THERE CAN BE little doubt
that the relationship with England has been the key factor in the birth,
development and for some the decline of the Scottish nation. England is
Scotland’s larger, richer and more powerful neighbour and all the
‘heroes’ of Scottish history have been defined by either victory over
her or defeat at her hands. Only one, of course, Robert the Bruce, truly
achieved victory. The rest – including Wallace, Mary Queen of Scots and
Bonnie Prince Charlie – were either executed or driven into exile.
Still, the history of Scotland is so steeped in mythology that this is
always overlooked. We Scots like to dress up our past in all its finery,
like Montrose on his walk to the scaffold (‘dressed more like a
bridegroom than a criminal’, according to one eye-witness report) and
our contemporary Scottish Nationalists seem steeped in medievalism ready
to refight the wars of independence all over again. They cleave to a
Braveheart vision of the past, however unhistorical it may be.
Mythology was always at the heart of Anglo-Scottish relations.
In 1136 the Welsh monk Geoffrey of Monmouth wrote his Historia Regnum
Britanniae which influenced English thought for centuries. This was
supposedly the history of the British from their first arrival in
Britain in the twelfth century BC under King Brutus, the great-grandson
of the Trojan hero Aeneas, until their overthrow in the seventh century
AD by the Angles and Saxons. Geoffrey’s book was important because it
for the first time introduced characters such as King Lear, Cymbeline
and Merlin, not to mention King Arthur and the Knights of the Round
Table. More than that, by giving future English dynasties an ancient
foundation, it became the basis of a national mythology which was
continued in Caxton’s Chronicles of England (1480), Hidgen’s
Polychronicon (1482) and a flood of books right into the Tudor period
written by authors such as Edward Hall, Richard Grafton and Raphael
Holinshed. After the Reformation, indeed, it became almost apocalyptic.
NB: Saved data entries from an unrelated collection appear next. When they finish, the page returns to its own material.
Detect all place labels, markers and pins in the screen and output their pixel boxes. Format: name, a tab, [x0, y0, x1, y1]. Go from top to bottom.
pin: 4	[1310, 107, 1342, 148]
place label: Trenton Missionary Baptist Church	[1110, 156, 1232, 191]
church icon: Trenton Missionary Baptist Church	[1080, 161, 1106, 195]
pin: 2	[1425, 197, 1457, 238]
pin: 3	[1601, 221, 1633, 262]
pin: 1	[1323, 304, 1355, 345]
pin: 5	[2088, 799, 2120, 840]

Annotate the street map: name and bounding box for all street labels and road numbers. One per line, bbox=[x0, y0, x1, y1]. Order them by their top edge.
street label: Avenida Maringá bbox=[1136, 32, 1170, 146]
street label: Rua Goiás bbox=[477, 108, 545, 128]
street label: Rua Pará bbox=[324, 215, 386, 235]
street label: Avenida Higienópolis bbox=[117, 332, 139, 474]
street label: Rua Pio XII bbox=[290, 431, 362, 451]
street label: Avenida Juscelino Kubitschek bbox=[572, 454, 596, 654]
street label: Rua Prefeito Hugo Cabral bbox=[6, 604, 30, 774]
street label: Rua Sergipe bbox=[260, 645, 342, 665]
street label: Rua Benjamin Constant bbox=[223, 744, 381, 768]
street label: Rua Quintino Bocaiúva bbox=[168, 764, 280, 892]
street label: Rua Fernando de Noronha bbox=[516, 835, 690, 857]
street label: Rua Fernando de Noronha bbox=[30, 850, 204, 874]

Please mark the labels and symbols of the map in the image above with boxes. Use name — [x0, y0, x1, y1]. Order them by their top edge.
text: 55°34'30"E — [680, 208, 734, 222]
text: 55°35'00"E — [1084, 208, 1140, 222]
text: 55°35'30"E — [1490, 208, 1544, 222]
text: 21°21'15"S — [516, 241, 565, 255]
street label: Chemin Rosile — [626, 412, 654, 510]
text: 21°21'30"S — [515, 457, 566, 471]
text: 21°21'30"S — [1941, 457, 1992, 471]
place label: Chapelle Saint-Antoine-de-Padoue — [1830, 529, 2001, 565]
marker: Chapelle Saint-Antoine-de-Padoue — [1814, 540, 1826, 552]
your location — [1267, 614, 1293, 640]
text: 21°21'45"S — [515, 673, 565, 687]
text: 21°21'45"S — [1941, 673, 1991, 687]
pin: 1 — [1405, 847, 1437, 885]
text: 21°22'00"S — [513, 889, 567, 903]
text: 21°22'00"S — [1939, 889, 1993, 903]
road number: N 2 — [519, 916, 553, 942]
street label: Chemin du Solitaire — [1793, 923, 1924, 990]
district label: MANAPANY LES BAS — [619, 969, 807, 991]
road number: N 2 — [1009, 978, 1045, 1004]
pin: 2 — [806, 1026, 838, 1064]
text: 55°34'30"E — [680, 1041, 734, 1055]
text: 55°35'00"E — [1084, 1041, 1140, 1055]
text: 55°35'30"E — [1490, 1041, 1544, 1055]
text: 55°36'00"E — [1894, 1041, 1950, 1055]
England became an ‘elect nation’ and according to Bishop Aylmer, God was
an Englishman.
Moreover, it became very dangerous, for pupils of Geoffrey added that
after the death of King Brutus the British kingdom had been divided. His
eldest son inherited Loegria (England), his second Albany (Scotland) and
the third Cambria (Wales) and under feudal law, the English king held
seniority over the other two. Worse still, by the time of King Arthur,
this monarch ruled all of England, Scotland, Wales, Ireland, Scandinavia
and Gaul, with Scotland as a tributary state, whose kings for centuries
paid homage to England’s ruler.
Over the course of centuries this mythology became a powerful
ideological weapon used to justify aggression against the Scots. Edward
I, Henry V, and Henry VI all based their right to conquer Scotland on
their descent from Brutus. Henry VIII likewise justified his claim to
Scotland on his ‘Trojan-English’ ancestry. No king, he said had ‘more
just title, more evident title, more certayn title, to any realm … than
we have to Scotland.’
One almost inevitable reaction to this English ideology was the creation
of a Scottish counter-ideology, which was used in international
diplomacy at the same time as Edward submitted his claim to Scotland to
the Pope in 1301. Then the Declaration of Arbroath of 1320, also laid
before the Pope, claimed that Scotland had had 113 kings of her own and
had never been ruled by a foreigner. The full exposition of the Scottish
counter-ideology, however, had to wait till the monk, John of Fordoun,
published his Chronica Gentis Scotorum between 1384 and 1387, later
continued until 1437 under the title Scotichronicon.
Fordoun disputed that Brutus had ever ruled the entire island, which, he
maintained had been called Albion, whereas the Roman name Britannia had
only referred to England. The Scottish nation, he explained, was
descended from a Greek prince named Gathelus (the Greeks, remember, had
conquered the Trojans) and an Egyptian princess called Scota who had
married about 1,500 BC. The Scots had subsequently wandered from the
Mediterranean through the Pillars of Hercules and reached the west of
Scotland, via Spain and Ireland. There they founded their kingdom in 330
BC under King Fergus I. After forty-five further kings and a period of
exile lasting forty-three years the Kingdom of Scotland was
re-established in 403 AD, from which date, despite English hostility, it
had been ruled by independent Scottish monarchs.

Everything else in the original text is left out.